How to Create a Visual Sitemap
When designing a website, you may feel tempted to dive right in to the HTML and JavaScript. But how do your individual pages work together? How do you incorporate new pages? A visual sitemap answers these situations in a way you cannot see while coding. It uses a tree diagram blueprint that visually shows how each page interacts. No formal visual sitemap structure exists, so you have some flexibility in your design, but some common elements do exist. You can begin the web design process with a sitemap by making one on your computer or as a hard copy.
Instructions
-
-
1
Create a list of all of the pages your website will incorporate. Examples include the main "index" or "home" page, an "about" page, content pages and a contact page.
-
2
Organize your list into related groups of pages. Not every page will link to your main index. Your home page is your top level page, while pages that link to your top level are "Level 1" pages; pages that link to this level are "Level 2" pages, and so on.
-
-
3
Create your visual sitemap.

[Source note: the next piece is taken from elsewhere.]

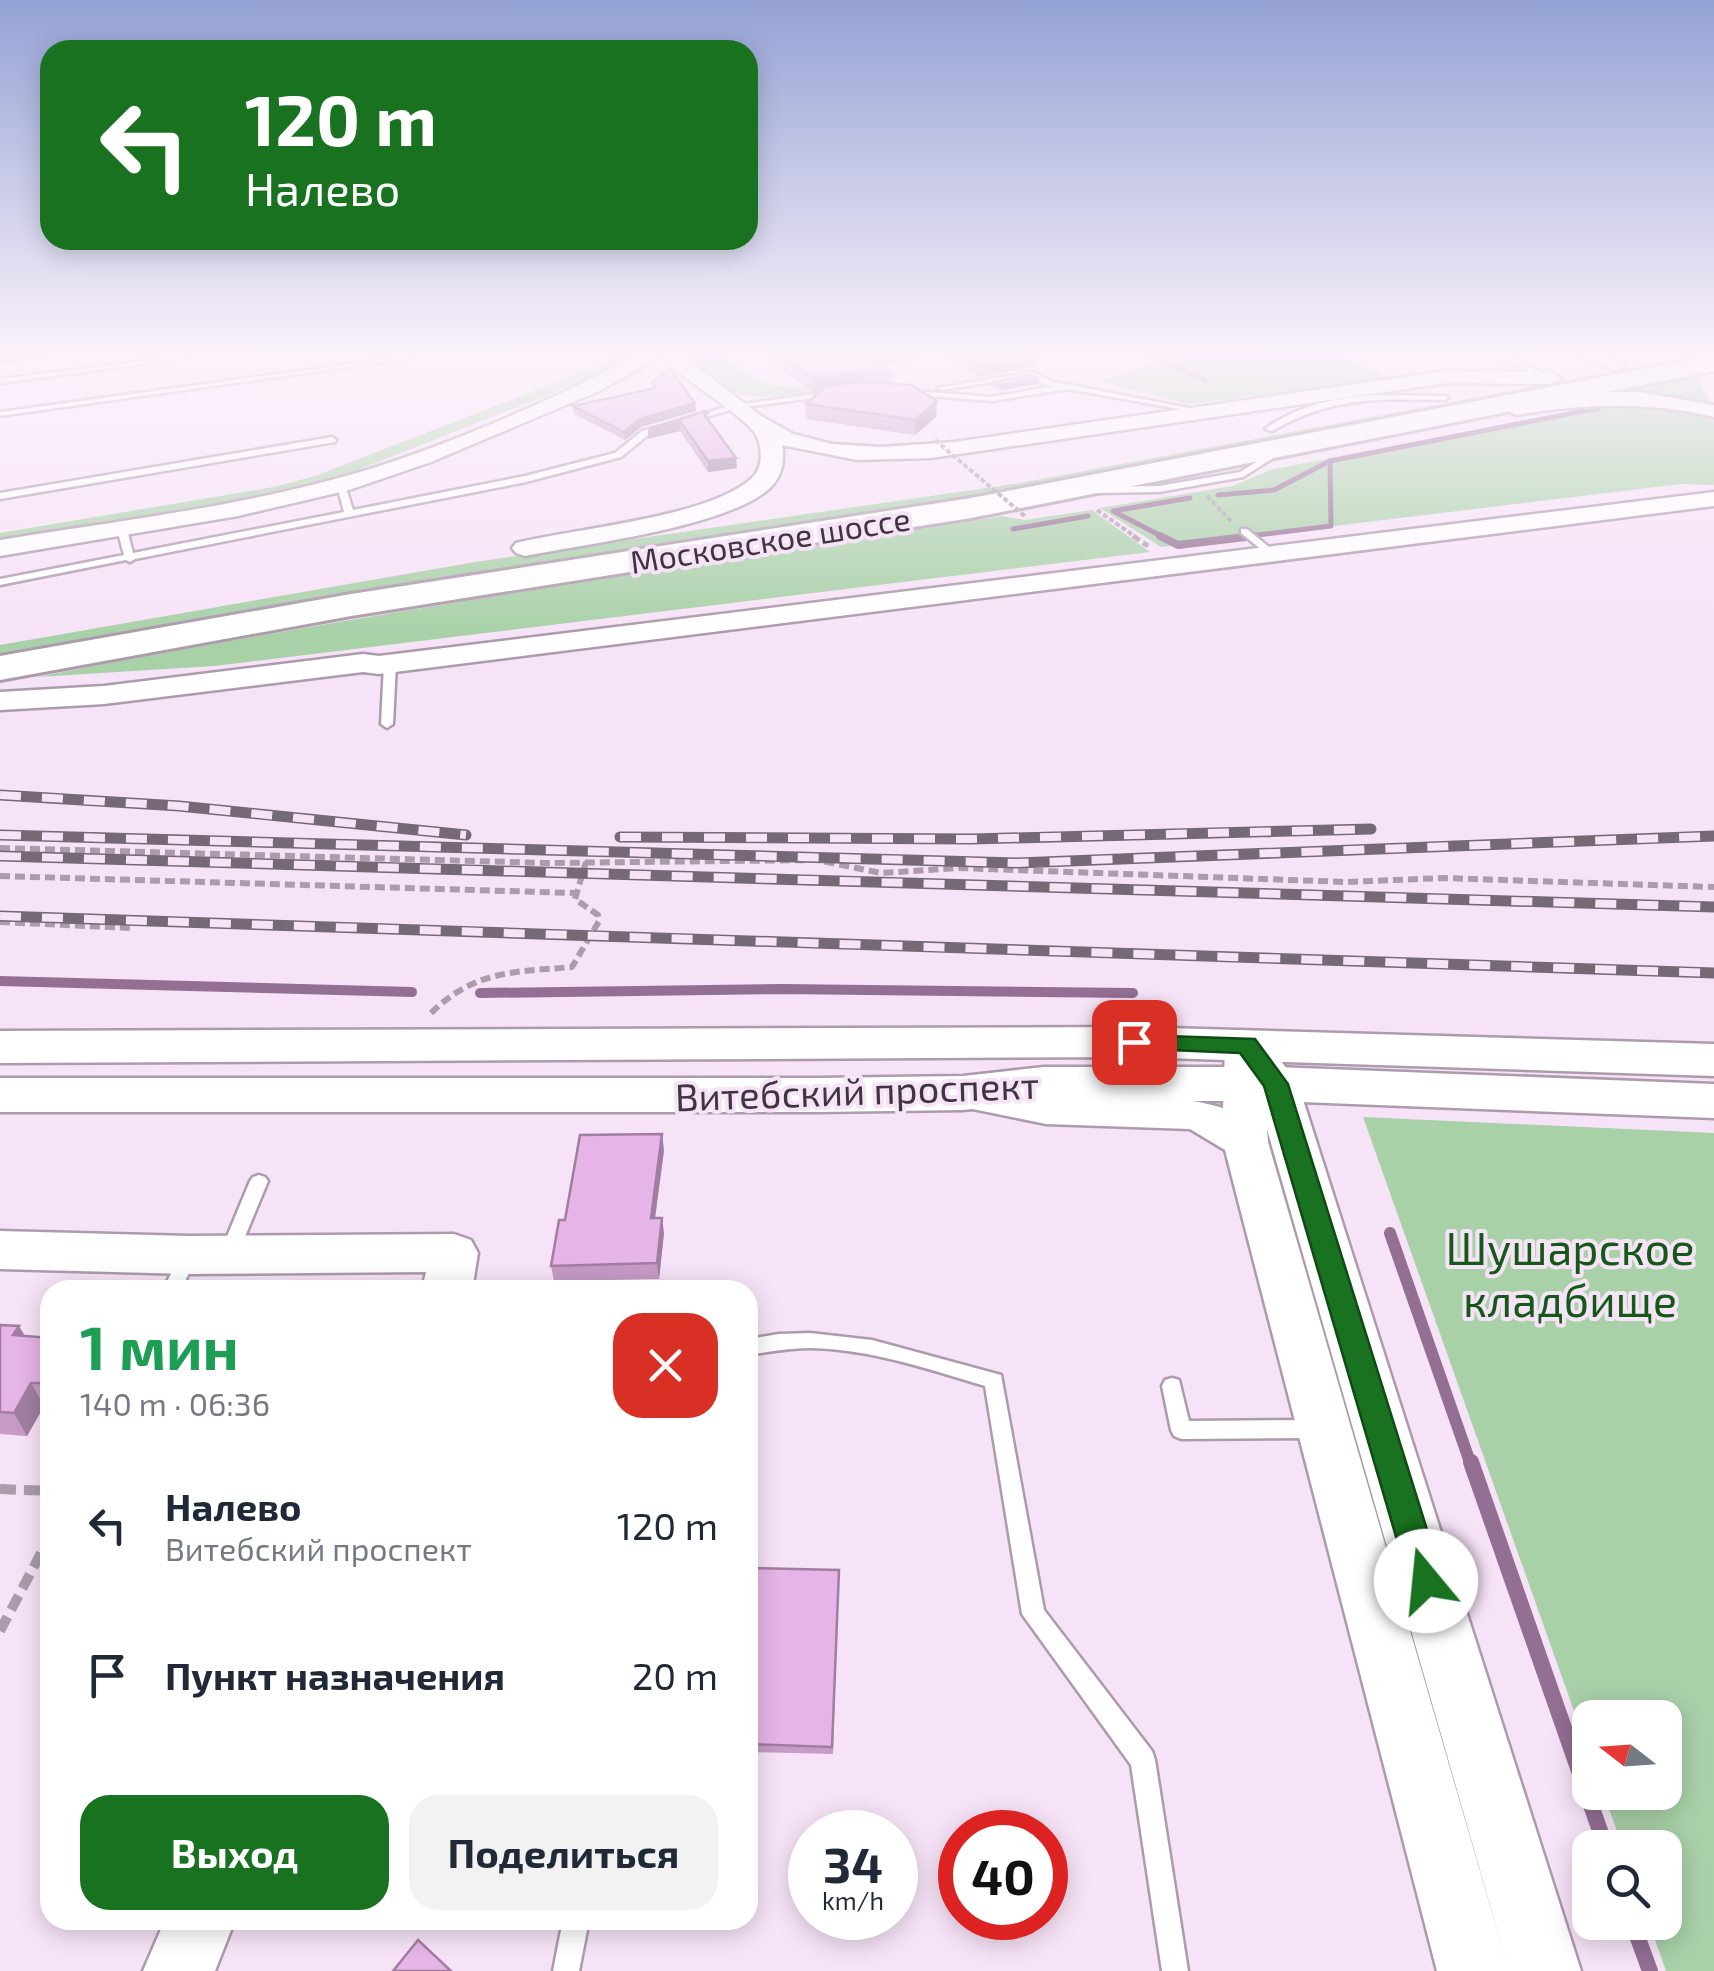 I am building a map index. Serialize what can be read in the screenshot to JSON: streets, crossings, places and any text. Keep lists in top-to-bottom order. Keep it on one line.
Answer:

Start with your "home" page by putting it down on your sitemap and surround it with a large rectangle. Select a color to represent that this is your top level page and fill in the rectangle with it.
-
4
Add "Level 1" pages to your sitemap and surround them with rectangles. Color them a different color from your top level page. Draw lines connecting each Level 1 page to your top level. If any Level 1 pages link to each other, draw lines to link these pages together.
-
5
Add every other level of pages to your sitemap, using a different color to fill in the rectangles for each level and connecting pages to each other using connecting lines.
-
6
Start building your website. Reference your visual sitemap as you link pages together. Revise your sitemap during the coding stage as you add pages you had not previously thought of to your site or remove pages you discover you do not need.
-
1
Tips & Warnings
Use different colors for connecting lines if you have a cluttered sitemap. Different colored lines will help you differentiate between them when they intersect with each other.
Your visual sitemap is never a "finished" tool. Make sure you update your visual sitemap when you make changes to your website to keep everything up to date and organized. Otherwise, anybody who takes over your web design project and references your visual sitemap may not understand the connections.